Cheers for the advice, just needs tuning up a little maybe.


----------



## winger (Jul 26, 2003)

Oh my little Jack Russell, if you cant gain weight off of all that then I dont know what to tell you. I like it. I wish I could eat like that. HRT, you have been wanting to do that for a while. Sychokid...............it did make sense. Seemed so planned out if you know what I mean. 

Nice job Killer.


----------



## Killerkeane (Nov 9, 2003)

just want to get everything spot on for next year, if i can gain an extra few pounds by christmas i will be happy.


----------



## jas uk (Sep 7, 2004)

I'm a noob to this but what about the whole real food is better?seems like alot of shakes.Just wondering as I find it hard eating lots without bloating and would prefer to guzzle 3 shakes a day and eat abit less.Say shake meal shake meal shake with meat as the main of the meals.


----------



## Killerkeane (Nov 9, 2003)

jas uk said:


> I'm a noob to this but what about the whole real food is better?seems like alot of shakes.Just wondering as I find it hard eating lots without bloating and would prefer to guzzle 3 shakes a day and eat abit less.Say shake meal shake meal shake with meat as the main of the meals.


well you are right there jas, to an extent.
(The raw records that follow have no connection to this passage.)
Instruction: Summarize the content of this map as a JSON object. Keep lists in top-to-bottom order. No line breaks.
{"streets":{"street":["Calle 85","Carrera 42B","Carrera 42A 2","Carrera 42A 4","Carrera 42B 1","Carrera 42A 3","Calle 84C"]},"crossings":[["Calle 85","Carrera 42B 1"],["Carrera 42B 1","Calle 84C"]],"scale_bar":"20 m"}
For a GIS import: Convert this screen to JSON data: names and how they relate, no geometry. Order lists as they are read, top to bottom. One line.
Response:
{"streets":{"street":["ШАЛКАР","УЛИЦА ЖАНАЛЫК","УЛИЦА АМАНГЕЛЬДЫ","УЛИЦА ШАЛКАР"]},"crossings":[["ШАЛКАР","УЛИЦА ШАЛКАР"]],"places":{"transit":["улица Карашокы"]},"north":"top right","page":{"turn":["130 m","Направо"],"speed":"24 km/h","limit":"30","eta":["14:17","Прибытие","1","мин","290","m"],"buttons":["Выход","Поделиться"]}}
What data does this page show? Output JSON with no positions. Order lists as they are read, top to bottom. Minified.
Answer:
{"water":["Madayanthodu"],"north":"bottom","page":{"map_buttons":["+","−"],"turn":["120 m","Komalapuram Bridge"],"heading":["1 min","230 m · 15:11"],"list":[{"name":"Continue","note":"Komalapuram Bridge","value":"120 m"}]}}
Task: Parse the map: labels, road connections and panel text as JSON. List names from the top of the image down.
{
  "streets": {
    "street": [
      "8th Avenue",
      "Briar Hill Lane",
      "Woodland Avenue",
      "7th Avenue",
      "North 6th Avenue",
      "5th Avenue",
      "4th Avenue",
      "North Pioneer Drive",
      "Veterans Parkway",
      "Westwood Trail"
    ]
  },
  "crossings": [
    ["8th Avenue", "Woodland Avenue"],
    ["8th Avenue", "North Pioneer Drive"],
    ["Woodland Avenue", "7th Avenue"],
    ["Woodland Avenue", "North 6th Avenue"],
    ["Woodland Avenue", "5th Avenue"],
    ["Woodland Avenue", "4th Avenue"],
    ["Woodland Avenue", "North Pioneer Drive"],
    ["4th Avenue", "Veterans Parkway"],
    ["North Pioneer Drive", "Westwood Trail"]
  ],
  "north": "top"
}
My busy shedule. i find it very hard to eat, i simply dont have time. So this diet, is the very best i could come up with corresponding with my timetable, i simple could not eat anything else, just not possible. I am always on the go so i need supplement meals to substitute. It is very true, when people say eat whole nutritious quality food. But dont be afraid to use supplements, just dont put too much faith in them either.

You cant eat more supplements, and eat less. You will sacfrifice too much nutrition. You need to know exactly what you eat, and stick to it.


----------



## Guest (Oct 19, 2004)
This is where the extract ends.